» **About this task**:
Every single entry below should be reproduced verbatim.

_ _ _ _ _ _ _

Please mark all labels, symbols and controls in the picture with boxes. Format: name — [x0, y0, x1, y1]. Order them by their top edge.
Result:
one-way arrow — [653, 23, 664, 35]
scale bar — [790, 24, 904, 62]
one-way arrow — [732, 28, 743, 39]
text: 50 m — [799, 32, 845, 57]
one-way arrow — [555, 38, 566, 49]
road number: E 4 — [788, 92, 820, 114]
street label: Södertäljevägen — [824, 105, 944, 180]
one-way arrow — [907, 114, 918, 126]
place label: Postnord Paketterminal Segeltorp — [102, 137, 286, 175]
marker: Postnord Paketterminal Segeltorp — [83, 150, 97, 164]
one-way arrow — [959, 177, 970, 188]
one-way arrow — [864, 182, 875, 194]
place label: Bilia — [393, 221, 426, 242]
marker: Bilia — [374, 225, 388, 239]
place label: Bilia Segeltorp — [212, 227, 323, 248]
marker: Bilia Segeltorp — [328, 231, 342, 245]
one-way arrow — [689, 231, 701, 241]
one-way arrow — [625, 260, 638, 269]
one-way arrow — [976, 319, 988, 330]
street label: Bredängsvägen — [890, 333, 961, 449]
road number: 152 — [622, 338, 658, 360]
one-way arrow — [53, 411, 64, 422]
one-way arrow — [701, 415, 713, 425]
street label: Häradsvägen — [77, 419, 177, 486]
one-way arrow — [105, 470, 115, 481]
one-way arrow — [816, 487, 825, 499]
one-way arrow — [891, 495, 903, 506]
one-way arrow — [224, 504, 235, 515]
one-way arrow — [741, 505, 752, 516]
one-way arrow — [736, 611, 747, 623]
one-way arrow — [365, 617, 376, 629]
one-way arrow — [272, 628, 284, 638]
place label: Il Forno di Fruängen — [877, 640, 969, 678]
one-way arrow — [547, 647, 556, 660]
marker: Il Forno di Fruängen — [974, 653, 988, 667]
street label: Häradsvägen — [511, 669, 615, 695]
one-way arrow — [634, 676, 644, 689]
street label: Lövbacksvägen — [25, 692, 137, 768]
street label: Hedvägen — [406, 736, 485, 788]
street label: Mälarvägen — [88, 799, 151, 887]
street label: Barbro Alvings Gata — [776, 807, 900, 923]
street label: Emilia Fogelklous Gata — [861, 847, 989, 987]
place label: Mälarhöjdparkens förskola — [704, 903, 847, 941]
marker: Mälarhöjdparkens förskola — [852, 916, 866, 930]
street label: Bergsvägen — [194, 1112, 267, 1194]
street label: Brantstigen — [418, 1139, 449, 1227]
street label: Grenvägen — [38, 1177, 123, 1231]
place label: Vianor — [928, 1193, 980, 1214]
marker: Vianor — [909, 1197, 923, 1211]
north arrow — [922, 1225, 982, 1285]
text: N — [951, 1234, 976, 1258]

_ _ _ _ _ _ _

» **Solution to this exercise**:
Please mark all labels, symbols and controls in the picture with boxes. Format: name — [x0, y0, x1, y1]. Order them by their top edge.
Result:
one-way arrow — [653, 23, 664, 35]
scale bar — [790, 24, 904, 62]
one-way arrow — [732, 28, 743, 39]
text: 50 m — [799, 32, 845, 57]
one-way arrow — [555, 38, 566, 49]
road number: E 4 — [788, 92, 820, 114]
street label: Södertäljevägen — [824, 105, 944, 180]
one-way arrow — [907, 114, 918, 126]
place label: Postnord Paketterminal Segeltorp — [102, 137, 286, 175]
marker: Postnord Paketterminal Segeltorp — [83, 150, 97, 164]
one-way arrow — [959, 177, 970, 188]
one-way arrow — [864, 182, 875, 194]
place label: Bilia — [393, 221, 426, 242]
marker: Bilia — [374, 225, 388, 239]
place label: Bilia Segeltorp — [212, 227, 323, 248]
marker: Bilia Segeltorp — [328, 231, 342, 245]
one-way arrow — [689, 231, 701, 241]
one-way arrow — [625, 260, 638, 269]
one-way arrow — [976, 319, 988, 330]
street label: Bredängsvägen — [890, 333, 961, 449]
road number: 152 — [622, 338, 658, 360]
one-way arrow — [53, 411, 64, 422]
one-way arrow — [701, 415, 713, 425]
street label: Häradsvägen — [77, 419, 177, 486]
one-way arrow — [105, 470, 115, 481]
one-way arrow — [816, 487, 825, 499]
one-way arrow — [891, 495, 903, 506]
one-way arrow — [224, 504, 235, 515]
one-way arrow — [741, 505, 752, 516]
one-way arrow — [736, 611, 747, 623]
one-way arrow — [365, 617, 376, 629]
one-way arrow — [272, 628, 284, 638]
place label: Il Forno di Fruängen — [877, 640, 969, 678]
one-way arrow — [547, 647, 556, 660]
marker: Il Forno di Fruängen — [974, 653, 988, 667]
street label: Häradsvägen — [511, 669, 615, 695]
one-way arrow — [634, 676, 644, 689]
street label: Lövbacksvägen — [25, 692, 137, 768]
street label: Hedvägen — [406, 736, 485, 788]
street label: Mälarvägen — [88, 799, 151, 887]
street label: Barbro Alvings Gata — [776, 807, 900, 923]
street label: Emilia Fogelklous Gata — [861, 847, 989, 987]
place label: Mälarhöjdparkens förskola — [704, 903, 847, 941]
marker: Mälarhöjdparkens förskola — [852, 916, 866, 930]
street label: Bergsvägen — [194, 1112, 267, 1194]
street label: Brantstigen — [418, 1139, 449, 1227]
street label: Grenvägen — [38, 1177, 123, 1231]
place label: Vianor — [928, 1193, 980, 1214]
marker: Vianor — [909, 1197, 923, 1211]
north arrow — [922, 1225, 982, 1285]
text: N — [951, 1234, 976, 1258]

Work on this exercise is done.